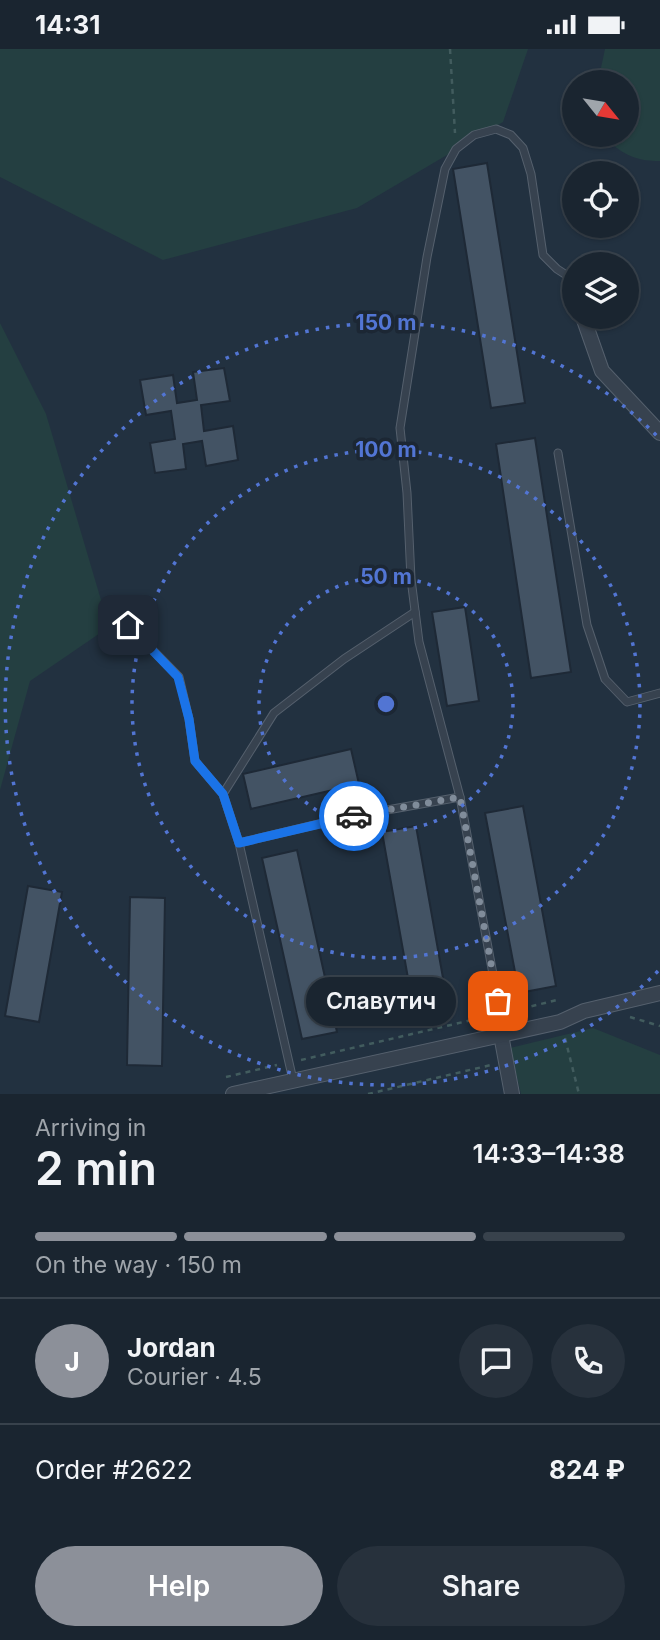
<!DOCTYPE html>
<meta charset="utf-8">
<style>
body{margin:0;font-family:Inter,sans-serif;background:#27313c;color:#f1f3f6;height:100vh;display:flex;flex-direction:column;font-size:26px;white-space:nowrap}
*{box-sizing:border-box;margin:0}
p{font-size:23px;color:#9fa5ab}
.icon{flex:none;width:38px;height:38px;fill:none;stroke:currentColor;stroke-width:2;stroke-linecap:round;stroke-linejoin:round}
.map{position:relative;height:1045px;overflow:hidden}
.details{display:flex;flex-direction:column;background:#1a2530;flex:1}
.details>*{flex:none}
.needle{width:46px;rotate:120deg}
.controls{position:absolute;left:562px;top:21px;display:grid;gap:14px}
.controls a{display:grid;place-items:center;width:77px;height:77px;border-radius:50%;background:#1a2530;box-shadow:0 2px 5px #0004,0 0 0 2px #38424c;font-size:35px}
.pin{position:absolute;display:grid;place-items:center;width:60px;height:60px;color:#fff;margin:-30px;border-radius:14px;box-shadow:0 4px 10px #0006}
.courier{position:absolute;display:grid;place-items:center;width:70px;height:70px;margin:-35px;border:5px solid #1a73e8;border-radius:50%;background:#fff;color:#222;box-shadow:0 2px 9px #0007}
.bubble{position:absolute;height:49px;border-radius:24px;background:#1a2530;box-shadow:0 2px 5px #0004,0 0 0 2px #38424c;font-size:23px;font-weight:600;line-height:49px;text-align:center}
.headline em{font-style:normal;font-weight:600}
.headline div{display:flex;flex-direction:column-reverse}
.headline{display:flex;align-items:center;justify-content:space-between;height:119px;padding:0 35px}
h1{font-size:46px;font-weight:600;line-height:52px}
.bar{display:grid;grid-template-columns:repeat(4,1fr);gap:10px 7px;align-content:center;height:84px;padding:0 35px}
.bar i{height:9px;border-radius:5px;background:#38424c}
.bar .selected{background:#8c9099}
.bar p{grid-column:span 4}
.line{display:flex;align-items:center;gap:18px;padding:0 35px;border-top:2px solid #38424c}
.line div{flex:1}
.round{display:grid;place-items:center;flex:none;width:74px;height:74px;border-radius:37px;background:#27313c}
.cta{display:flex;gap:14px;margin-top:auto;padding:14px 35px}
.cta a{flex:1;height:80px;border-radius:42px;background:#8c9099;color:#fff;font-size:28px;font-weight:600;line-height:80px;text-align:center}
.cta a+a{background:#27313c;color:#f1f3f6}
.status{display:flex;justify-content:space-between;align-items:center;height:49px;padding:0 35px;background:#1a2530;direction:ltr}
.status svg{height:19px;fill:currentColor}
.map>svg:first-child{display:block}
.green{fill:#243f41}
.building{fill:#435364;stroke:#1e2936;stroke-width:2}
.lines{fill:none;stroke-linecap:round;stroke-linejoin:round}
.service-casing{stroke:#55606d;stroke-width:9}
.minor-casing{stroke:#55606d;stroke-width:16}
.path{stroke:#425c5e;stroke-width:2.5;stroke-dasharray:5 5;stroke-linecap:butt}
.service{stroke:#37424f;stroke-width:7}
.minor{stroke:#37424f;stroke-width:14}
.done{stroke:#808c9a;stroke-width:7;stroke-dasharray:0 12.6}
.route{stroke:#1a73e8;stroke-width:9}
.ring{fill:none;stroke:#5275d3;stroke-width:3.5;stroke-dasharray:3.5 7}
.centre{fill:#5275d3;stroke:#1c2734;stroke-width:3.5}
.ring-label{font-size:21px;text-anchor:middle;font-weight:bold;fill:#5275d3;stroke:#1c2734;stroke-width:7;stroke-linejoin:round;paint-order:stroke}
</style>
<div class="status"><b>14:31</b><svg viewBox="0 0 49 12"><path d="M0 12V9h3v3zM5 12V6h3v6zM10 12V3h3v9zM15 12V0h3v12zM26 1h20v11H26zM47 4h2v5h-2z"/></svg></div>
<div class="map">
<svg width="660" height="1045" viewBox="0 0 660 1045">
<rect width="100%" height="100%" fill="#223140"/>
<g class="green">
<polygon points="0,0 528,0 503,73 357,159 163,211 0,128"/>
<path d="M605 0H660V112C632 112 622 104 601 86H626V33H598Z"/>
<polygon points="0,274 46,365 109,578 30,632 0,741"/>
<polygon points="593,979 660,1006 660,1045 521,1045 510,999"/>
</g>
<g class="building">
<polygon points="487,114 525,354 491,359 453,120"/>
<polygon points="224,319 230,352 201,356 204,382 233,377 238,411 206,417 202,392 183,395 186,420 155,424 150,394 175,390 171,362 146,366 140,331 173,326 177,354 197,351 193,323"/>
<polygon points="535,389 571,623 531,629 496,395"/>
<polygon points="465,558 479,652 447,657 432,563"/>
<polygon points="351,700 359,735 251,760 243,725"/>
<polygon points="523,757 556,937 519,944 485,764"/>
<polygon points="416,777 448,957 414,963 382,783"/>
<polygon points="297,801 337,983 302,990 262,809"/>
<polygon points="28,837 62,843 39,973 5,967"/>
<polygon points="130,848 165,849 162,1017 127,1016"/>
</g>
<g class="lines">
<g class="service-casing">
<g id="service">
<polyline points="558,404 587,576 605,630 627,653 660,644"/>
<polyline points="128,576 179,628 189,670 195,712 223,745 239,794 293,1031"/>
<polyline points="223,745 274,664 344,610 415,563"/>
<polyline points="239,794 348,768 460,748"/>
<polyline points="501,986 498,952 460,748 419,593 411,530 407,444 400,379 427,208 445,120 456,100 474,86 496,80 511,86 523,99 531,125 543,206 557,220 574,231"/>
</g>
</g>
<g class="minor-casing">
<g id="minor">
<polyline points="583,268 602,322 660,384"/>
<polyline points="501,986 512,1045"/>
<polyline points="233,1045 560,973 584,962 660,944"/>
</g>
</g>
<g class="path">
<polyline points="450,0 455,84"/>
<polyline points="512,962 557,951"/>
<polyline points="630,968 660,977"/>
<polyline points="565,989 579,1045"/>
<polyline points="301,1011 489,967"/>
<polyline points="226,1028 277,1016"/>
<polyline points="368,1045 491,1016"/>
</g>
<use href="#service" class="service"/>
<use href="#minor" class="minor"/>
</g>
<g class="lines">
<polyline class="done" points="354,767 460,748 498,952"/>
<polyline class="route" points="128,576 178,628 189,670 195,712 223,745 239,794 354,767"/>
</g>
<g class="ring">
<circle cx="386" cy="655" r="127"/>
<circle cx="386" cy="655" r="254"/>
<path d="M658 922A381 381 0 1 1 658 388"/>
</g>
<circle cx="386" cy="655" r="10" class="centre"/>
<g class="ring-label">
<text x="386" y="281">150 m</text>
<text x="386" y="408">100 m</text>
<text x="386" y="535">50 m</text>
</g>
</svg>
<div class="controls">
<a><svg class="needle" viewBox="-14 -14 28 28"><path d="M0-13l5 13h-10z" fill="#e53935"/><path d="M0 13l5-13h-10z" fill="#9fa5ab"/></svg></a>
<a><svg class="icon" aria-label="locate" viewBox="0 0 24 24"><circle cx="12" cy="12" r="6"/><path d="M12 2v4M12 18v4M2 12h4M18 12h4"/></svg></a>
<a><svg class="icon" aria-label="layers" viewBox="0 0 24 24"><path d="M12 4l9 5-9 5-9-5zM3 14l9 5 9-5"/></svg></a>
</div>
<div class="pin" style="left:498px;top:952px;background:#ea580c"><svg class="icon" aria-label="bag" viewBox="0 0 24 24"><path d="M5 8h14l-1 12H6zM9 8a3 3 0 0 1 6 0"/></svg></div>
<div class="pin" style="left:128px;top:576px;background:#1f2937"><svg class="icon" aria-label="home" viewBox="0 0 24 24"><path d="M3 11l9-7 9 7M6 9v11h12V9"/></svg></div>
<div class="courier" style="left:354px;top:767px"><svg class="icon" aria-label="car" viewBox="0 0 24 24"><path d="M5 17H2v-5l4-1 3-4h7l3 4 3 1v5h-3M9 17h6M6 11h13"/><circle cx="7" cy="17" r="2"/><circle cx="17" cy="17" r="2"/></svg></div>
<div class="bubble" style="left:306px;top:928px;width:150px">Славутич</div>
</div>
<section class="details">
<div class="headline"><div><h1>2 min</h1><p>Arriving in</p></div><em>14:33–14:38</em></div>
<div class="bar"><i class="selected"></i><i class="selected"></i><i class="selected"></i><i></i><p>On the way · 150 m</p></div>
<div class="line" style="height:126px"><b class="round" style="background:#8c9099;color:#fff">J</b><div><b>Jordan</b><p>Courier · 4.5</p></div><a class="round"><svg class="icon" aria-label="chat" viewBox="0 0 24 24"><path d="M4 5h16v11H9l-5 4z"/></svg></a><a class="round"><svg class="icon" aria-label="phone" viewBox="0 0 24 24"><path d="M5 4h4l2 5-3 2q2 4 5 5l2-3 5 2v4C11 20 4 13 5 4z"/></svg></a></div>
<div class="line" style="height:91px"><div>Order #2622</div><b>824 ₽</b></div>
<div class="cta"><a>Help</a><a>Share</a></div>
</section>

··········

# INSTRUCTIONS TO FOLLOW
Lines containing the word "shadow" are to be located in the entries and copied.

# SOLUTION FOR THIS PROBLEM
.controls a{display:grid;place-items:center;width:77px;height:77px;border-radius:50%;background:#1a2530;box-shadow:0 2px 5px #0004,0 0 0 2px #38424c;font-size:35px}
.pin{position:absolute;display:grid;place-items:center;width:60px;height:60px;color:#fff;margin:-30px;border-radius:14px;box-shadow:0 4px 10px #0006}
.courier{position:absolute;display:grid;place-items:center;width:70px;height:70px;margin:-35px;border:5px solid #1a73e8;border-radius:50%;background:#fff;color:#222;box-shadow:0 2px 9px #0007}
.bubble{position:absolute;height:49px;border-radius:24px;background:#1a2530;box-shadow:0 2px 5px #0004,0 0 0 2px #38424c;font-size:23px;font-weight:600;line-height:49px;text-align:center}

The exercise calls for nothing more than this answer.